PROBLEM DETAILS: Every line below is to be set down again exactly; any image stays out.

THE DATA:
▼
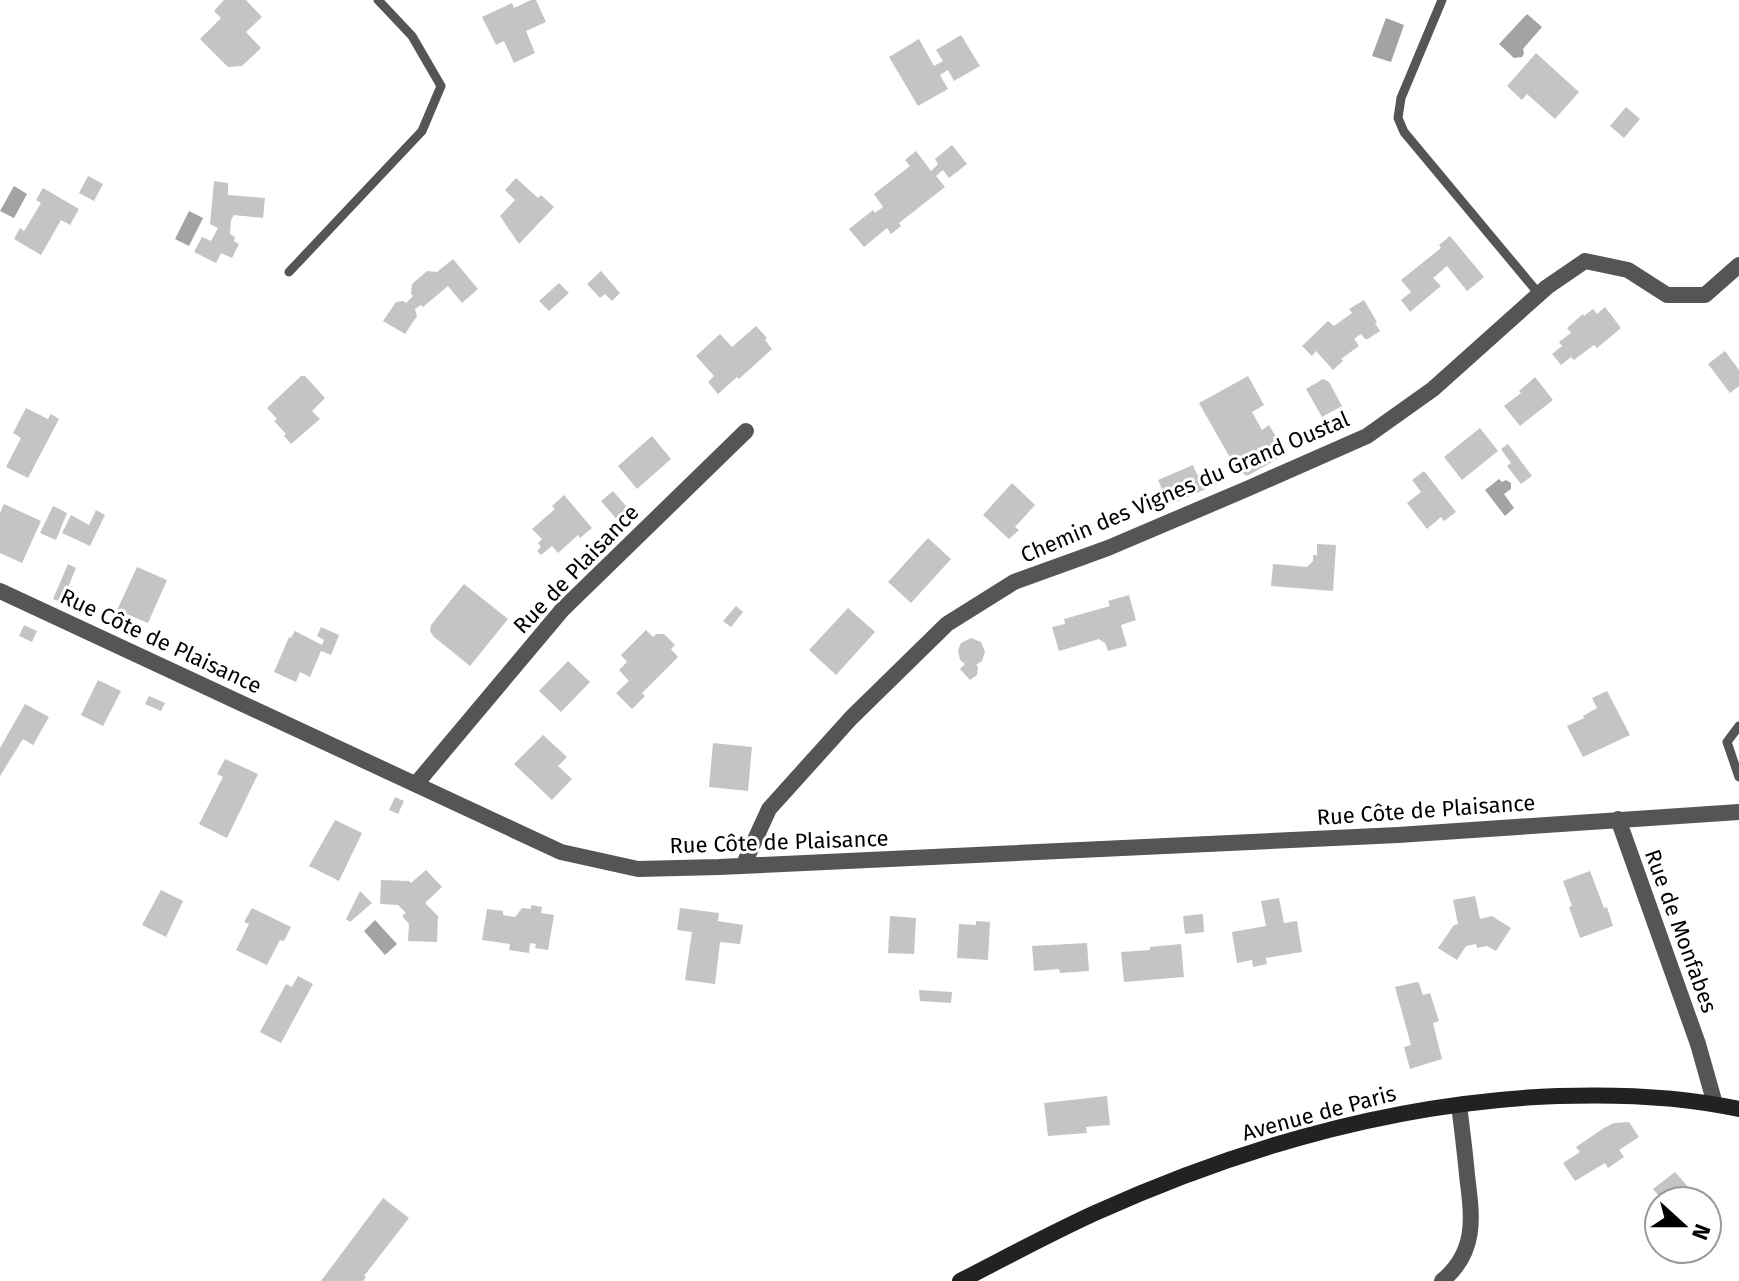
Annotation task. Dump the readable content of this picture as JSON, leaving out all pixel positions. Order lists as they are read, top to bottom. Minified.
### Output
{"streets":{"main road":["Avenue de Paris"],"street":["Chemin des Vignes du Grand Oustal","Rue de Plaisance","Rue Côte de Plaisance","Rue de Monfabes"]},"crossings":[["Chemin des Vignes du Grand Oustal","Rue Côte de Plaisance"],["Rue de Plaisance","Rue Côte de Plaisance"],["Rue Côte de Plaisance","Rue de Monfabes"],["Rue de Monfabes","Avenue de Paris"]],"north":"right"}
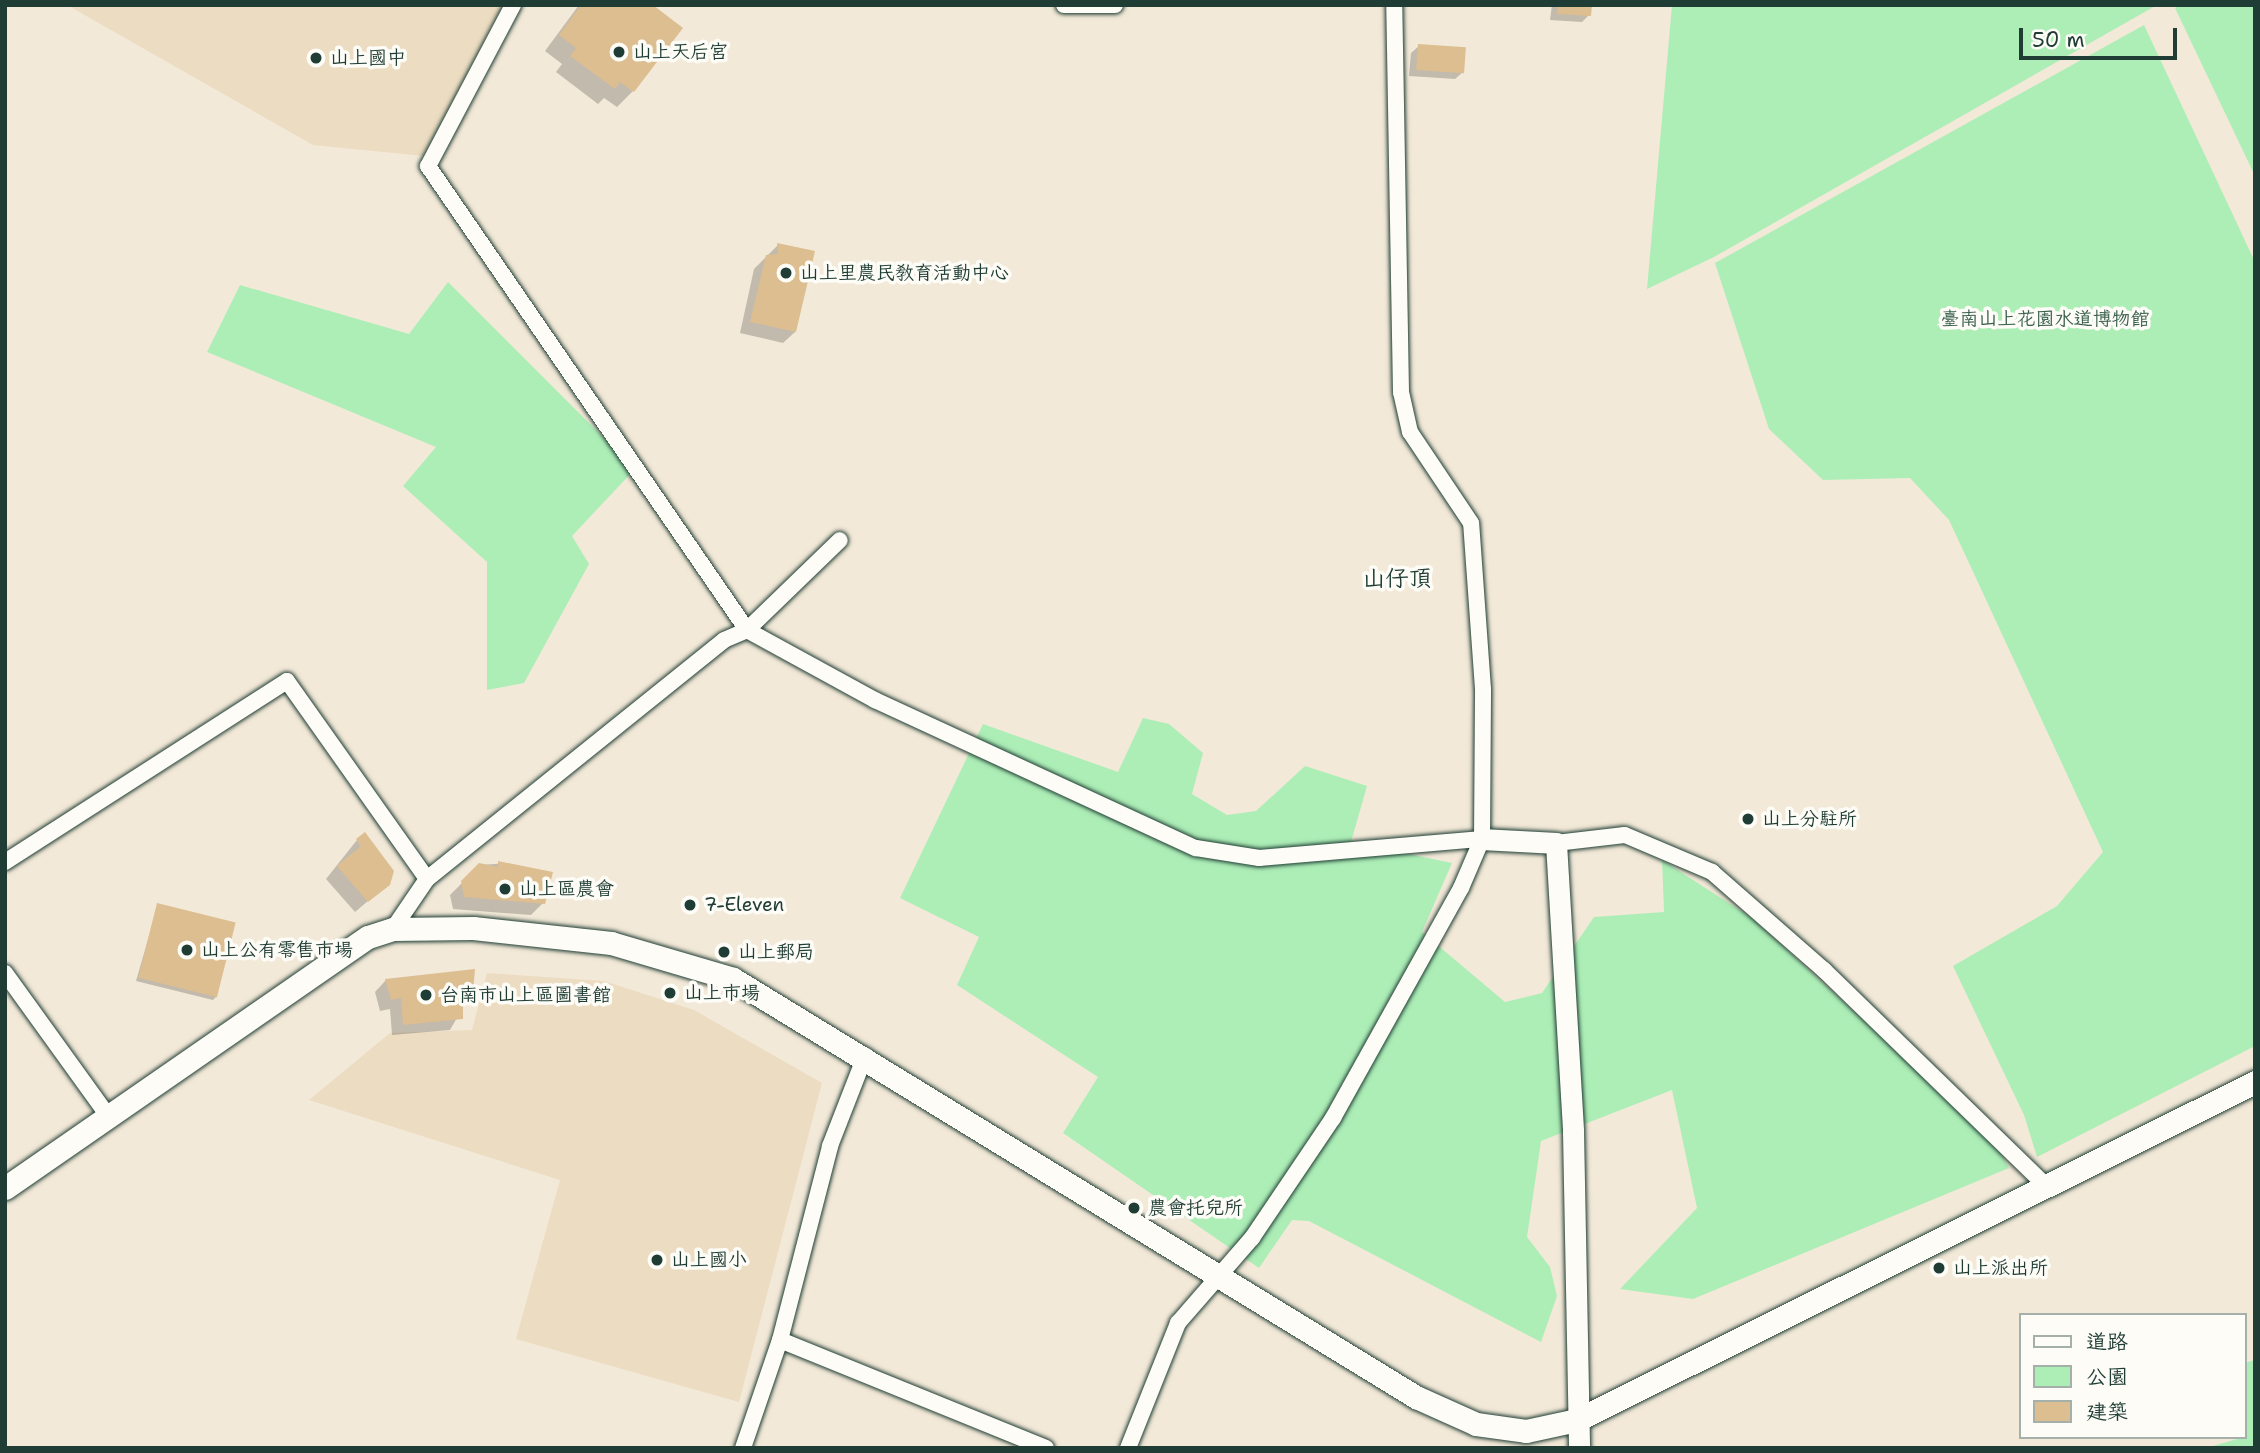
▲
WRITTEN SOLUTION:
Annotation task. Dump the readable content of this picture as JSON, leaving out all pixel positions. Order lists as they are read, top to bottom. Minified.
### Output
{"streets":{"main road":["Avenue de Paris"],"street":["Chemin des Vignes du Grand Oustal","Rue de Plaisance","Rue Côte de Plaisance","Rue de Monfabes"]},"crossings":[["Chemin des Vignes du Grand Oustal","Rue Côte de Plaisance"],["Rue de Plaisance","Rue Côte de Plaisance"],["Rue Côte de Plaisance","Rue de Monfabes"],["Rue de Monfabes","Avenue de Paris"]],"north":"right"}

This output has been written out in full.